Santinha sempre foi uma romântica. Convicta romântica. Porque, dizia ela, só os românticos têm a largueza de agasalhar e apascentar reminiscências. Essa especificidade da sua natureza ficava evidenciada por suas leituras. Compulsivamente lia Lucíola, Diva, de José de Alencar, Helena, Iaiá Garcia, de Machado de Assis, Princess de Clevés, de Marie Pioche de La Vergne, a Condessa Lafayette, ou autores que tinham o amor como tema. O centro de suas tramas. Aqueles outros que jamais tiveram tal preocupação - servindo-se daquele sentimento apenas como pano de fundo de suas histórias - mesmo em sendo romancistas de excepcional criatividade e gênio como Dostoievski, Balzac e Tolstói, não comichavam a sua alma. Podia até folheá-los, porém sem entusiasmo. No entanto, quem quisesse vê-la de maus bofes, bastava indicar-lhe a leitura de qualquer dos livros de Alexandre Herculano, de Mário de Morais Andrade ou de João Guimarães Rosa - perdoem-na os críticos e amantes desses autores. Exasperava-se, dizendo-os chatos, reduzindo-os a pó. Sua indiferença, mais que isso, raiva daqueles escritores era tamanha, que, conforme o dia seria capaz de se agastar com quem lhe fizera tal proposição. Podia mandá-lo ao diabo. Ele que o carregasse.

Não fosse eu um autor compromissado com a verdade, deixaria o leitor na suposição de que a nossa protagonista era possuidora de todas as virtudes, uma vestal. Contudo como sou verdadeiro e isento, jamais cometeria uma aleivosia tão descomunal. Por maior que tenha sido a minha admiração por aquela mulher, obscurecer-lhe os desvios seria macular esta história. Seria prostituir-me. E isso jamais o faria em nome de qualquer causa. Portanto, amigos, não levem as observações que fiz inicialmente sobre Santinha ao pé da letra. O continuar desta narrativa lhes dará uma visão mais exata sobre ela. Espero.

Maria Santa d’Almeida de Valadares, esse o seu verdadeiro nome, vivia, àquela época, o frescor dos seus dezoito anos, prestes a sofrer nova vilania. Uma a mais que se somaria a tantas quantas até ali sofrera. Por isso, embora lindíssima, vivaz, instruída, prendada, passava por momentos de ansiosa expectativa, aperto no coração, descrença, jogando ao léu todos os sonhos que acalentara, anos após anos, sem vislumbrar qualquer possibilidade de safar-se de tão pesado fardo. Seu padrinho e tutor, o comendador Cândido Almendra, em pleno século vinte, já se arrastando para atingir a sua segunda metade, desejava casá-la com um rapaz que ela pouco conhecia e indiferente aos seus cuidados e simpatia.

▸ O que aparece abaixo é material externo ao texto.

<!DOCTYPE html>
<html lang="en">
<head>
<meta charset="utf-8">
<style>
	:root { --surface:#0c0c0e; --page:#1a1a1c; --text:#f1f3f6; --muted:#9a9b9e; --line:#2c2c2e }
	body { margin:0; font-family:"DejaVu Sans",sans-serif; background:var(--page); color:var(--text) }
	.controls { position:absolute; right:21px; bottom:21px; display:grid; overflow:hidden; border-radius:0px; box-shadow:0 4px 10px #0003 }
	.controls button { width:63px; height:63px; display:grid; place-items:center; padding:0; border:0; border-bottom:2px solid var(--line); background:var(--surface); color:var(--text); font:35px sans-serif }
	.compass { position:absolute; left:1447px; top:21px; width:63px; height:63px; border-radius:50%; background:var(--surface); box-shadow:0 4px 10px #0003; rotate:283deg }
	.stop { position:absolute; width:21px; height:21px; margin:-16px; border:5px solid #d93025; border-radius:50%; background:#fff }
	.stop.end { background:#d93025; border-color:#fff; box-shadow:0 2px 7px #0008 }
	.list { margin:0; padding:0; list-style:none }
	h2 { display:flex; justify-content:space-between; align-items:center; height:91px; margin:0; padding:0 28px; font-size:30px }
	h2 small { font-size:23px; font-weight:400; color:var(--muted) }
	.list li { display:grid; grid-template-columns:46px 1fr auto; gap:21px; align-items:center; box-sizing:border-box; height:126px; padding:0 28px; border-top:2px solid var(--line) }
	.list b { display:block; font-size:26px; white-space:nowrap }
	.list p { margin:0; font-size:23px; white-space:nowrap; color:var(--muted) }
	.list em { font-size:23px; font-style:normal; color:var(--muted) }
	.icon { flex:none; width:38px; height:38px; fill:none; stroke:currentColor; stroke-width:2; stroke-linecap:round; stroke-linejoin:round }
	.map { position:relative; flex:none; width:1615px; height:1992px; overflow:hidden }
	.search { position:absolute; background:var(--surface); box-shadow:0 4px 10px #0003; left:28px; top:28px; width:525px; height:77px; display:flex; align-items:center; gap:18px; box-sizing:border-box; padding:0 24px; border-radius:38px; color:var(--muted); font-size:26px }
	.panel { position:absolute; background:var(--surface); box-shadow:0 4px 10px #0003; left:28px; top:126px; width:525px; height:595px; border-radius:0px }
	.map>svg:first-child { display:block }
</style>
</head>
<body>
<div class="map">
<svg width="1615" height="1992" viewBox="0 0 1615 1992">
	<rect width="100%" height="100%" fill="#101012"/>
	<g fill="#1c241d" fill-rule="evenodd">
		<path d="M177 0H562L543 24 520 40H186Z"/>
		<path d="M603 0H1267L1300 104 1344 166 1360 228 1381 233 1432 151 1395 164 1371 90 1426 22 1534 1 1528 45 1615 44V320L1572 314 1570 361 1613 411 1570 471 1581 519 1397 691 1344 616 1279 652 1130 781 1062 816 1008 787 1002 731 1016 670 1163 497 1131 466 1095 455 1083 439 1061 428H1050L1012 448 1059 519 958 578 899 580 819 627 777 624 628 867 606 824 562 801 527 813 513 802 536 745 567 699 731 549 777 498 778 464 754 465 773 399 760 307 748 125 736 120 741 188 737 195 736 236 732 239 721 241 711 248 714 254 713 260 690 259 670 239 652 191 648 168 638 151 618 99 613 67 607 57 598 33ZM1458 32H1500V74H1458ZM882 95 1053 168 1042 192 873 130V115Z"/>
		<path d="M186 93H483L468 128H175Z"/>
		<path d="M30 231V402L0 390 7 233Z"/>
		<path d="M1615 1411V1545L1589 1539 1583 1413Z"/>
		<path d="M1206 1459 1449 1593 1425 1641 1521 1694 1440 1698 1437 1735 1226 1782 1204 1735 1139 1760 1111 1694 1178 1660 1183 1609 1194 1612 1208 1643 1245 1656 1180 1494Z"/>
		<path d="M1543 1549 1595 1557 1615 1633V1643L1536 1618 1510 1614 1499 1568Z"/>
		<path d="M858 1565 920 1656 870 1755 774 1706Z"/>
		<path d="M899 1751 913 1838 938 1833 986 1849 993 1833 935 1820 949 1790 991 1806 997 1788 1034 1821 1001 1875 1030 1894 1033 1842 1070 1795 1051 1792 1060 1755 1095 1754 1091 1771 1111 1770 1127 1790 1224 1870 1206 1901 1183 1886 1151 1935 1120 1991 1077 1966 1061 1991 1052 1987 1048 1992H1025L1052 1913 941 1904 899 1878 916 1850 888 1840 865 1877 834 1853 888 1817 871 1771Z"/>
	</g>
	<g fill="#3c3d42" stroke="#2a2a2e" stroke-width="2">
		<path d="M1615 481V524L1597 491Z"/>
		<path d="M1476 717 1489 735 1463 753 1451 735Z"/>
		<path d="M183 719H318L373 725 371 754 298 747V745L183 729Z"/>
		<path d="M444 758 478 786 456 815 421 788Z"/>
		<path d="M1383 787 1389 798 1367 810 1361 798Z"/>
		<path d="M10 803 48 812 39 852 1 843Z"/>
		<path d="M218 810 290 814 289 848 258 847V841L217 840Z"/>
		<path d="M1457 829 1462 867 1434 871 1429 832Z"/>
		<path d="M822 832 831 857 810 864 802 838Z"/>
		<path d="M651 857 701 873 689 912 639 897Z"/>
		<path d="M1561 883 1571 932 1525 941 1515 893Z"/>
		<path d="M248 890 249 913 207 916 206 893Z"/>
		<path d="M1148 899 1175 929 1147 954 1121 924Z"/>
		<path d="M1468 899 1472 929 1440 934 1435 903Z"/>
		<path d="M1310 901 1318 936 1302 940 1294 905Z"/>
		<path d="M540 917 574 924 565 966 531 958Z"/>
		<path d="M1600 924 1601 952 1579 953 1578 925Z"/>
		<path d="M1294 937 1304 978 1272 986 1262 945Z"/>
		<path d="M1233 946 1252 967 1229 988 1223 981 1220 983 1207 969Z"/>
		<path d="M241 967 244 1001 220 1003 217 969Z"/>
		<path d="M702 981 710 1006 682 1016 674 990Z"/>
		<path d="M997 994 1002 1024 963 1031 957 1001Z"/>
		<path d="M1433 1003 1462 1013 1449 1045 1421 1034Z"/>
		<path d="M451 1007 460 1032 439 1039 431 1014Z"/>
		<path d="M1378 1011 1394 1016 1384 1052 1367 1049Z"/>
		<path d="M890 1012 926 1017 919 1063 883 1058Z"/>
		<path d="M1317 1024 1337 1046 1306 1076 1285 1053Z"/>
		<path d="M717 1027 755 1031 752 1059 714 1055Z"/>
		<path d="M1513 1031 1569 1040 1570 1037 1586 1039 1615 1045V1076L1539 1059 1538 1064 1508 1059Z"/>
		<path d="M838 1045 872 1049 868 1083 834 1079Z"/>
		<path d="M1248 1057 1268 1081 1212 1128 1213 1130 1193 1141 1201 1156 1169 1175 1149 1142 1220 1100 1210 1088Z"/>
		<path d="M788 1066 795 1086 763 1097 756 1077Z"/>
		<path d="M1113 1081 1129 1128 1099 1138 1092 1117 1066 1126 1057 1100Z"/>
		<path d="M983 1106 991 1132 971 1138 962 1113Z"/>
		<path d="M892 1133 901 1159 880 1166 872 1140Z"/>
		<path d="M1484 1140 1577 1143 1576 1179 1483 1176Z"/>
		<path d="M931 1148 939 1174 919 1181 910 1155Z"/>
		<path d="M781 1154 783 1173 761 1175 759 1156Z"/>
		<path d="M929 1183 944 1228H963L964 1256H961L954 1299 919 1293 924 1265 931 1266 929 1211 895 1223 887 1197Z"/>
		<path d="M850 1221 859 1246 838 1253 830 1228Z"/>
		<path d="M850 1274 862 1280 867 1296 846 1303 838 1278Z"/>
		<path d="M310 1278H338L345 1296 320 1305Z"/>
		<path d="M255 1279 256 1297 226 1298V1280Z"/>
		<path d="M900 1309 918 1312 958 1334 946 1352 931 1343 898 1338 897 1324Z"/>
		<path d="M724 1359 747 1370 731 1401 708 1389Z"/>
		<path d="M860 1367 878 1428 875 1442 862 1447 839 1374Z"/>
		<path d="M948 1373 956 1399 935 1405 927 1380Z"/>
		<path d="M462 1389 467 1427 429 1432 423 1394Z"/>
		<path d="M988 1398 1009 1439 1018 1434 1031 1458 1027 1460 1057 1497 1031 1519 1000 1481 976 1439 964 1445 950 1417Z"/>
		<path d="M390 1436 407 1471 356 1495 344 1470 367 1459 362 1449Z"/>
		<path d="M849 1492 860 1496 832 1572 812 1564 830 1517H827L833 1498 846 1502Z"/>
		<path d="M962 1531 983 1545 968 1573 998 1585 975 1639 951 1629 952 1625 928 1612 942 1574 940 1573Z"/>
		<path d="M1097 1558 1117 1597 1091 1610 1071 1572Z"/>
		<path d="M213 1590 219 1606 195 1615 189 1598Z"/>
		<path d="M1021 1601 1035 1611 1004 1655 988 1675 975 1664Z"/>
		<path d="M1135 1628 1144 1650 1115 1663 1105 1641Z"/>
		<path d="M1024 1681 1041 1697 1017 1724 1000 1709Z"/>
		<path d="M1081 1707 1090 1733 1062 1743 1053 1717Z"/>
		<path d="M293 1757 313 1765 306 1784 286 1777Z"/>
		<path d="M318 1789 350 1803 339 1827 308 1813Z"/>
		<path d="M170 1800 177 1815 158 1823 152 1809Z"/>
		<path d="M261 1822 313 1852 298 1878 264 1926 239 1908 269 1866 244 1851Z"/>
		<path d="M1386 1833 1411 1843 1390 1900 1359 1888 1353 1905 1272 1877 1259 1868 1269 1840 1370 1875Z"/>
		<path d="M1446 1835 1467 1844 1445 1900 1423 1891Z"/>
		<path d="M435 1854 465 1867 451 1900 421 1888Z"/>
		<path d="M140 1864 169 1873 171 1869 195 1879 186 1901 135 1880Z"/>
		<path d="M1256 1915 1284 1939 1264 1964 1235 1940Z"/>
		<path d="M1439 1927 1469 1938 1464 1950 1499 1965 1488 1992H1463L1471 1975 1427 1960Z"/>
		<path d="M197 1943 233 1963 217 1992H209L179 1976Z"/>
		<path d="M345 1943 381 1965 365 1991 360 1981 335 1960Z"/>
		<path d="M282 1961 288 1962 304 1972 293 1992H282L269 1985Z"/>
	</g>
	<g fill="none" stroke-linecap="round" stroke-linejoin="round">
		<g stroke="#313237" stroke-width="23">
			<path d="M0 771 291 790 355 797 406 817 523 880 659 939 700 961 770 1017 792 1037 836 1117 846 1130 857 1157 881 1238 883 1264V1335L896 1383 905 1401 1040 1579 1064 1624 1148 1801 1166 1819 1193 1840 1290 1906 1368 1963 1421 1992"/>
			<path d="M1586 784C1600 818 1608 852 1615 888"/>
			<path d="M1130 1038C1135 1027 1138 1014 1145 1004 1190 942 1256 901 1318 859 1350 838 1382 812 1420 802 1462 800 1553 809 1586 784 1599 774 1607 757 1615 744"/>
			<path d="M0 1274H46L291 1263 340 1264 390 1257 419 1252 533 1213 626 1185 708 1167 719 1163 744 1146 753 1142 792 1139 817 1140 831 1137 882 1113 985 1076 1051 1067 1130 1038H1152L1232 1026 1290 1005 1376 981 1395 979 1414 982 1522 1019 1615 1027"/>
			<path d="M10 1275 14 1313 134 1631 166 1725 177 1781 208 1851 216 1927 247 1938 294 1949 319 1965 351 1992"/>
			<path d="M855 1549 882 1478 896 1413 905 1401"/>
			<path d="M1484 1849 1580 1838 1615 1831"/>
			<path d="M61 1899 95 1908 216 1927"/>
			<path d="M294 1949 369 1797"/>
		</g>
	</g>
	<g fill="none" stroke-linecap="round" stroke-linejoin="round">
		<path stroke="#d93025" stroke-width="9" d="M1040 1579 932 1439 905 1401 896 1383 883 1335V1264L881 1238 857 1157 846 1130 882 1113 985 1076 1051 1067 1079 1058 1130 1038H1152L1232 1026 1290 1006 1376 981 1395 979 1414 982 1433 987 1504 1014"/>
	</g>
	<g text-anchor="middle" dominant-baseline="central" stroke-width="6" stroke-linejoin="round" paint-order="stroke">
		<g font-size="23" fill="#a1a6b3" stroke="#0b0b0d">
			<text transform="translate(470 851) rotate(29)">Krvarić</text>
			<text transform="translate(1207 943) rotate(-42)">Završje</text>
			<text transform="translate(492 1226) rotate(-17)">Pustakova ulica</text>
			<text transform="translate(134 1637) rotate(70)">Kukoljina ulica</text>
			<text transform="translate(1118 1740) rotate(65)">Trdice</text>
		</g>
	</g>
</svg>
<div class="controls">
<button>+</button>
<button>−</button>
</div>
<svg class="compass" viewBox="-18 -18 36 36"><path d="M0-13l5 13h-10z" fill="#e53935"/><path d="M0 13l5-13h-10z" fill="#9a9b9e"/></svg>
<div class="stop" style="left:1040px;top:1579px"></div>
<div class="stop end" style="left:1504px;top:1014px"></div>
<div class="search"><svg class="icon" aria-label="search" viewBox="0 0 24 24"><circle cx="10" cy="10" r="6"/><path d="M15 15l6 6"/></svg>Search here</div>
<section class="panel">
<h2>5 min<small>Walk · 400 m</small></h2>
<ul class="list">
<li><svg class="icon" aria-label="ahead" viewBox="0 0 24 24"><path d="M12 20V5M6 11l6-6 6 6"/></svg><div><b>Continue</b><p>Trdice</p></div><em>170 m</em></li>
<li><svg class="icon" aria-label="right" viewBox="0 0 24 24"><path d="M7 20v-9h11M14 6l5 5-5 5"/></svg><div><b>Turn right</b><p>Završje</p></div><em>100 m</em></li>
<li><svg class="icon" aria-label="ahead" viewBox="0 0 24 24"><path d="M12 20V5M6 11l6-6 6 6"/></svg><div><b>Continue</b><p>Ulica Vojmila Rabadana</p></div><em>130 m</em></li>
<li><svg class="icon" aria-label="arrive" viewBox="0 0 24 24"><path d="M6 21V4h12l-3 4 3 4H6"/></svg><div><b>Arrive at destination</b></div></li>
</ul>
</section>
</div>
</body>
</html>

Para ela, aquela imposição era demasiada. Soava-lhe como o desmoronamento dos planos que arquitetara a implosão de todas as esperanças que tinha de ainda ser feliz, amada, desejada. Até pensava que gozar felicidade era tão difícil como se acomodar, confortavelmente, sob um lençol curto. Se cobrisse os pés, a cabeça ficava descoberta. Se tentasse resguardar a cabeça, desnudava os pés. Uma situação inconciliável.